Open banking rings a bell for anyone in the payments industry, yet tangible use cases and how this is going to benefit the payments industry or the consumer is not clear yet. With Mastercards acquisition of Aiia, we’ll explain to you exactly how Mastercards open banking strategy works and how disruptive its nature is.
Mastercard is clearly aware of the potential of open banking for some time now, this is projected by their recent open banking investments and acquisitions.
At the end of the day, it is Mastercard’s mission to provide everybody access to the digital economy, and open banking happens to play a vital role in that.
Aiia, formerly known as Nordic API Gateway, was founded in 2011, has more than 2,900 connected banks across Europe connected at this moment, facilitates access to financial data and enables seamless payments.

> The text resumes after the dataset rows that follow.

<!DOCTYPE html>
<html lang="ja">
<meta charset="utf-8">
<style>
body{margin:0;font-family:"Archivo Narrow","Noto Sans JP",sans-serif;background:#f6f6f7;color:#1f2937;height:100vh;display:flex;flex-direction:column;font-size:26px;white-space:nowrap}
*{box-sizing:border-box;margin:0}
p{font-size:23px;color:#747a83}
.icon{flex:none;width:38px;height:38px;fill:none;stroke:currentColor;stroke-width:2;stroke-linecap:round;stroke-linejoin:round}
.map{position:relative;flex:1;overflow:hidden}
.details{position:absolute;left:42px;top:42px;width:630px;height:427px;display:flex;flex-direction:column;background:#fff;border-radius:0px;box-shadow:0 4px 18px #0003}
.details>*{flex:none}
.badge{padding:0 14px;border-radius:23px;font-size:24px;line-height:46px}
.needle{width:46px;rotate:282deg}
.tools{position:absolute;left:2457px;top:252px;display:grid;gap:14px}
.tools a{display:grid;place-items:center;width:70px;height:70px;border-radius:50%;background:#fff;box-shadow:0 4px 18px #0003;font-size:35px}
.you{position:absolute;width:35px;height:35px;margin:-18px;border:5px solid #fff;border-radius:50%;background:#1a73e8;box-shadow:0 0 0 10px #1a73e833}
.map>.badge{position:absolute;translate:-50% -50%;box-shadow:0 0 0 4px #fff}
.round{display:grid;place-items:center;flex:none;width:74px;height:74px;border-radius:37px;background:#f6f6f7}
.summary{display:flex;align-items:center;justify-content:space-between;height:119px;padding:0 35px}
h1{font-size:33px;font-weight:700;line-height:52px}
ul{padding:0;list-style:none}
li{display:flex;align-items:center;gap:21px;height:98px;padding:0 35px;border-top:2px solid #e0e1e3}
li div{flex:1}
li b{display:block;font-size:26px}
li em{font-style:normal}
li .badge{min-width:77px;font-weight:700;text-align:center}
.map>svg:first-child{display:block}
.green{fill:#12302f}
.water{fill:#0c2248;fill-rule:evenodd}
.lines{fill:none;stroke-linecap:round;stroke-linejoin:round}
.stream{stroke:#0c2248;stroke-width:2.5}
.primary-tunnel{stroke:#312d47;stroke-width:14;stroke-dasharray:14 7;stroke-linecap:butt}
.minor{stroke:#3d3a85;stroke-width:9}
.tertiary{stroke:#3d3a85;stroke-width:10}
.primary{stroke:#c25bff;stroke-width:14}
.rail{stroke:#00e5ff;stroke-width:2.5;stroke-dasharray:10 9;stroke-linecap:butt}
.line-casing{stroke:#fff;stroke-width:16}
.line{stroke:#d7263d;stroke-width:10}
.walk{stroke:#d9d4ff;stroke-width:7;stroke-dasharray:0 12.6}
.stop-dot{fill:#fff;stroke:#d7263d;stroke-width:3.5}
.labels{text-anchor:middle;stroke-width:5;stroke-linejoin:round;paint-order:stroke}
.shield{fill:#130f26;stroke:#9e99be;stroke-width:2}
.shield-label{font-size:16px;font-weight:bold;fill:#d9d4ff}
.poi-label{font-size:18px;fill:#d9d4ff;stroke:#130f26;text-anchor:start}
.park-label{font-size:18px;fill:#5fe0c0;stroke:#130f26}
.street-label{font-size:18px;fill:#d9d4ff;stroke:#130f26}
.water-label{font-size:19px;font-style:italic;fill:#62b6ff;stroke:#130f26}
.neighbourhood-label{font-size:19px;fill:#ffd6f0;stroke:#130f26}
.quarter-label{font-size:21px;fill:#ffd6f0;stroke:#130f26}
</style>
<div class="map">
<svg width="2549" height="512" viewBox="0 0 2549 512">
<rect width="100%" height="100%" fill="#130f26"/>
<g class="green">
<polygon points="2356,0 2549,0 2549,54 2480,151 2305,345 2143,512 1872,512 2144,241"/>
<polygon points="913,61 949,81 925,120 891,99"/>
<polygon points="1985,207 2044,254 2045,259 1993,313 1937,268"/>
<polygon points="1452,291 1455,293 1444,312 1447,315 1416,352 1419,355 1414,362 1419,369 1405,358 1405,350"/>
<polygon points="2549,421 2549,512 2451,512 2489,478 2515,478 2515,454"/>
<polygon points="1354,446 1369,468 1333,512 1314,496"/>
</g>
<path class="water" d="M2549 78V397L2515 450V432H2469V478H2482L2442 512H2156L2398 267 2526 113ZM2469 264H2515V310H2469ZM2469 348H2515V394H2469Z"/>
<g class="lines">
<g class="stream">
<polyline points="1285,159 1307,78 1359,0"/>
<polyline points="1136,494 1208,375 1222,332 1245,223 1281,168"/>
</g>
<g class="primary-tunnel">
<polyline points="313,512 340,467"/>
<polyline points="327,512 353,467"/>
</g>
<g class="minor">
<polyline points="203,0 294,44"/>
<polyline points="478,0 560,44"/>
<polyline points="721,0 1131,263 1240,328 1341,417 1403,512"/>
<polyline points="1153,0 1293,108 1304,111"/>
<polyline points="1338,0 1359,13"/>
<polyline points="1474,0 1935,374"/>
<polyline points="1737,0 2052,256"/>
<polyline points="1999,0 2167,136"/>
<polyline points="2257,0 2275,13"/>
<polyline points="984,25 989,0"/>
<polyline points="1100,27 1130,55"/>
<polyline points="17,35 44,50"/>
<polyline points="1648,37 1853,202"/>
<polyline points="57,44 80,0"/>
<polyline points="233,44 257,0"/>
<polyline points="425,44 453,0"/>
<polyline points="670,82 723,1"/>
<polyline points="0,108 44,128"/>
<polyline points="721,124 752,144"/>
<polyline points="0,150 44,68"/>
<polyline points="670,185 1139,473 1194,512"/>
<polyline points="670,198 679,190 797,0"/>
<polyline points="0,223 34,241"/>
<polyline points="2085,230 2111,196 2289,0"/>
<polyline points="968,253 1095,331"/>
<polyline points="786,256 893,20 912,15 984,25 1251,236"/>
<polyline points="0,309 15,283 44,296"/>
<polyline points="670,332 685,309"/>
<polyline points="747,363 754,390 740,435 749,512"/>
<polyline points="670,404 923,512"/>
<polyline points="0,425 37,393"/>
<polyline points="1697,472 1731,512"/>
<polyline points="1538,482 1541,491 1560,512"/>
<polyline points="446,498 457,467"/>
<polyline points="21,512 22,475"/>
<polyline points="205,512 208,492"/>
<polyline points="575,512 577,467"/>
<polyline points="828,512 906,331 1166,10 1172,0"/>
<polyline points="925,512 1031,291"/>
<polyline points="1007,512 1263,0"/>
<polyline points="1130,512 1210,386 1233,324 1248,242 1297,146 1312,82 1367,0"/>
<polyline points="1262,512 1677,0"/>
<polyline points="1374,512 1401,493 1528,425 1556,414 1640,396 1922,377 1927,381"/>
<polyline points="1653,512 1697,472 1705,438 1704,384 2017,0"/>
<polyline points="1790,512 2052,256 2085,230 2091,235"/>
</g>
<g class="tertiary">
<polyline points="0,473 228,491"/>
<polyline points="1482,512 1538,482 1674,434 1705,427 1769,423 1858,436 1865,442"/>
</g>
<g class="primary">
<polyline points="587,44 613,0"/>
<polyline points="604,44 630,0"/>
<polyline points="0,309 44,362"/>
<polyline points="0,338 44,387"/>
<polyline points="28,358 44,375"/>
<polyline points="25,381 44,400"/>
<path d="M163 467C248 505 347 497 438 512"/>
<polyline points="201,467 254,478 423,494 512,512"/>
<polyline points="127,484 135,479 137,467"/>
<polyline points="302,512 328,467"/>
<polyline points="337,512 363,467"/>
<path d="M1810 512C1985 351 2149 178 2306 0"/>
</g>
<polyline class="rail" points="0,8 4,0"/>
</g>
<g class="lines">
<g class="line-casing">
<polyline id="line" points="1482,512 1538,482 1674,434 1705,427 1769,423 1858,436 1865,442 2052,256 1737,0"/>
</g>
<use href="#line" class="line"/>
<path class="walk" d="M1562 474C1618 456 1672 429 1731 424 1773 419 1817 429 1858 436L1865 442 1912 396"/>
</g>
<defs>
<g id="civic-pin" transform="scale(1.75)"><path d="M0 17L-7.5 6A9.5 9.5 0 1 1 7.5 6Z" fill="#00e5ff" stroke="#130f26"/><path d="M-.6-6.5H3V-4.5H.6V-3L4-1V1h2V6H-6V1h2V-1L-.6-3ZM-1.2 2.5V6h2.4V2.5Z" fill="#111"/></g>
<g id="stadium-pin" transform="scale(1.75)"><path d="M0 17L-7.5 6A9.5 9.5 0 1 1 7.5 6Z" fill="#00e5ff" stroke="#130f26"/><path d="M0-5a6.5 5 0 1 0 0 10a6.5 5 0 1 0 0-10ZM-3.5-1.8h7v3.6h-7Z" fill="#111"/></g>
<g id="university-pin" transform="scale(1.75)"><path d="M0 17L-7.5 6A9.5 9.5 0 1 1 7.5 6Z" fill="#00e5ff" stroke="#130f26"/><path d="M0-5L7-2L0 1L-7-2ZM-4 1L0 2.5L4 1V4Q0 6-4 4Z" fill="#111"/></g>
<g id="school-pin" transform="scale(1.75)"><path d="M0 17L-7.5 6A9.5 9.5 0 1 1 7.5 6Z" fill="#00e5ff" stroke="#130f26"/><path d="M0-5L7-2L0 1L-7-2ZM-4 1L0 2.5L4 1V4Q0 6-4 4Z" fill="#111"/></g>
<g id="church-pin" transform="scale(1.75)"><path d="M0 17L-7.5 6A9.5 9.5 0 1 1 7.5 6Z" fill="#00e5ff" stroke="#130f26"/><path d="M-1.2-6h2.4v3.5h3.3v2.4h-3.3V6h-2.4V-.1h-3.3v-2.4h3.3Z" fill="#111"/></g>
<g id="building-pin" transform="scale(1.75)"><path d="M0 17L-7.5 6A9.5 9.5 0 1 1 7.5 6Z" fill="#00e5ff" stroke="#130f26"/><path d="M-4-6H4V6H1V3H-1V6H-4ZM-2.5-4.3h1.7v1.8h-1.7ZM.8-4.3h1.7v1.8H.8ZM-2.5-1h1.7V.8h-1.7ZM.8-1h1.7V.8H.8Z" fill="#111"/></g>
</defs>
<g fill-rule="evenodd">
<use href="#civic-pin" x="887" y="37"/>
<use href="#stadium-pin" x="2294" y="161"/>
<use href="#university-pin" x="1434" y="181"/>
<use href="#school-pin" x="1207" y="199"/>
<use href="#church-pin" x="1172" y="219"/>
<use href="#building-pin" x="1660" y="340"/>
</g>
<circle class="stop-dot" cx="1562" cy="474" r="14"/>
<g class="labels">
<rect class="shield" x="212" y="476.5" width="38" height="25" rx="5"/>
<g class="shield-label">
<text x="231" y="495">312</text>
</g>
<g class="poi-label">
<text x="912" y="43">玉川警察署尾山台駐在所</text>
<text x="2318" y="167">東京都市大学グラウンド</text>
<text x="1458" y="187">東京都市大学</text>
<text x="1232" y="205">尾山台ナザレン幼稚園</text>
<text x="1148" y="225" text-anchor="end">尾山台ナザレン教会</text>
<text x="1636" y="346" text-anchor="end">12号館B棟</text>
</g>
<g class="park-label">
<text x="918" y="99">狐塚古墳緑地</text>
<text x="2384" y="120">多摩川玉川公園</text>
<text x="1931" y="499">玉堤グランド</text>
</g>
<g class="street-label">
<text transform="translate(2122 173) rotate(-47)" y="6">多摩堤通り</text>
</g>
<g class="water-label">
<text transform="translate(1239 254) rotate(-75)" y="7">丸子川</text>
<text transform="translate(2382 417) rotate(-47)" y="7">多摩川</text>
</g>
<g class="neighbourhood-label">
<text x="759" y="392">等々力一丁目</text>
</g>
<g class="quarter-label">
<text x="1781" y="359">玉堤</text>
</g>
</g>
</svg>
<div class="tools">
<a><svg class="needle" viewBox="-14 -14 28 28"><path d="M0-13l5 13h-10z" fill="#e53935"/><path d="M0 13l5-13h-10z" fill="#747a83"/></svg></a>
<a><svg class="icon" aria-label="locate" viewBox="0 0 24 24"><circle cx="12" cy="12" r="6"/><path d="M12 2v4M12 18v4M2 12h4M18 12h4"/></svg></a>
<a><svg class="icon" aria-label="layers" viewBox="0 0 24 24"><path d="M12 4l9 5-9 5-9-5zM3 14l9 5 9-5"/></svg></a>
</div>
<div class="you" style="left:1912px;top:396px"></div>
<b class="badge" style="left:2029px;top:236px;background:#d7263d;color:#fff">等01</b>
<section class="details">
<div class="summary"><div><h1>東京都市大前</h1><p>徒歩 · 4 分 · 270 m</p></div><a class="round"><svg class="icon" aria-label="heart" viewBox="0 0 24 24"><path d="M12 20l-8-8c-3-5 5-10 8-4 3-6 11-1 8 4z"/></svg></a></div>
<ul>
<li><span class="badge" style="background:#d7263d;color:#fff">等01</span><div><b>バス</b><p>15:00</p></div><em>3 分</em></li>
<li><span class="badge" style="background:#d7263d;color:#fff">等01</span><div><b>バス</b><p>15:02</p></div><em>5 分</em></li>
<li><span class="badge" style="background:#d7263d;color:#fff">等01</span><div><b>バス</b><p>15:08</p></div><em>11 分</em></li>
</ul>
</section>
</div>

Mastercard is creating an Open Banking product suite including Mastercard Connect, which offers access to the multiple API standards out there via one hub. And if you look back at the acquisition of Finicity, the North American open banking platform, it becomes evident that Mastercard is on a journey to expand its open banking network into Europe by acquiring Aiia.
When it comes to Europe, the UK is a frontrunner in open banking thanks to its regulatory-driven approach that sets early deadlines for its biggest banks to build the infrastructure needed. The UK’s nine largest banks also funded a central platform that notes more than 3 million users of the UK’s Open Banking system with more than 700 companies in the pipeline.
The EU’s open banking approach is also focused on regulation in the form of PSD2. However, while this dictates that banks must create the APIs to interact with third parties, there is unfortunately no specific guidance on how to do it. As a result, open banking is more successful in certain countries than others.
The first PSD was made public all the way back in 2007 but execution and enforcement have been a bumpy ride ever since. But what makes it so difficult to fully implement this directive?
To begin with, there is no service level agreement available from API providers, forcing Banks to temporarily disable a part or entire sets of APIs due to scheduled or unscheduled maintenance work, quite often even without advance notification.
In most cases, open banking API specifications reference several authentication methods. However, banks are also free to choose what authentication methods they prefer to support. This means that businesses cannot build a unified user journey easily due to differences in the user authentication journey.
It is evident that Aiia has a strong vision on creating a high quality network based on PSD2 standards, this fits just perfectly with Mastercards network approach. Our experts believe that this will have a positive impact on the growth and quality of service of Open Banking and next Open Finance services. That being said there are many challenges in PSD2 to navigate but we are confident that we are on the right track.
What do you think is key for open banking to reach its full potential?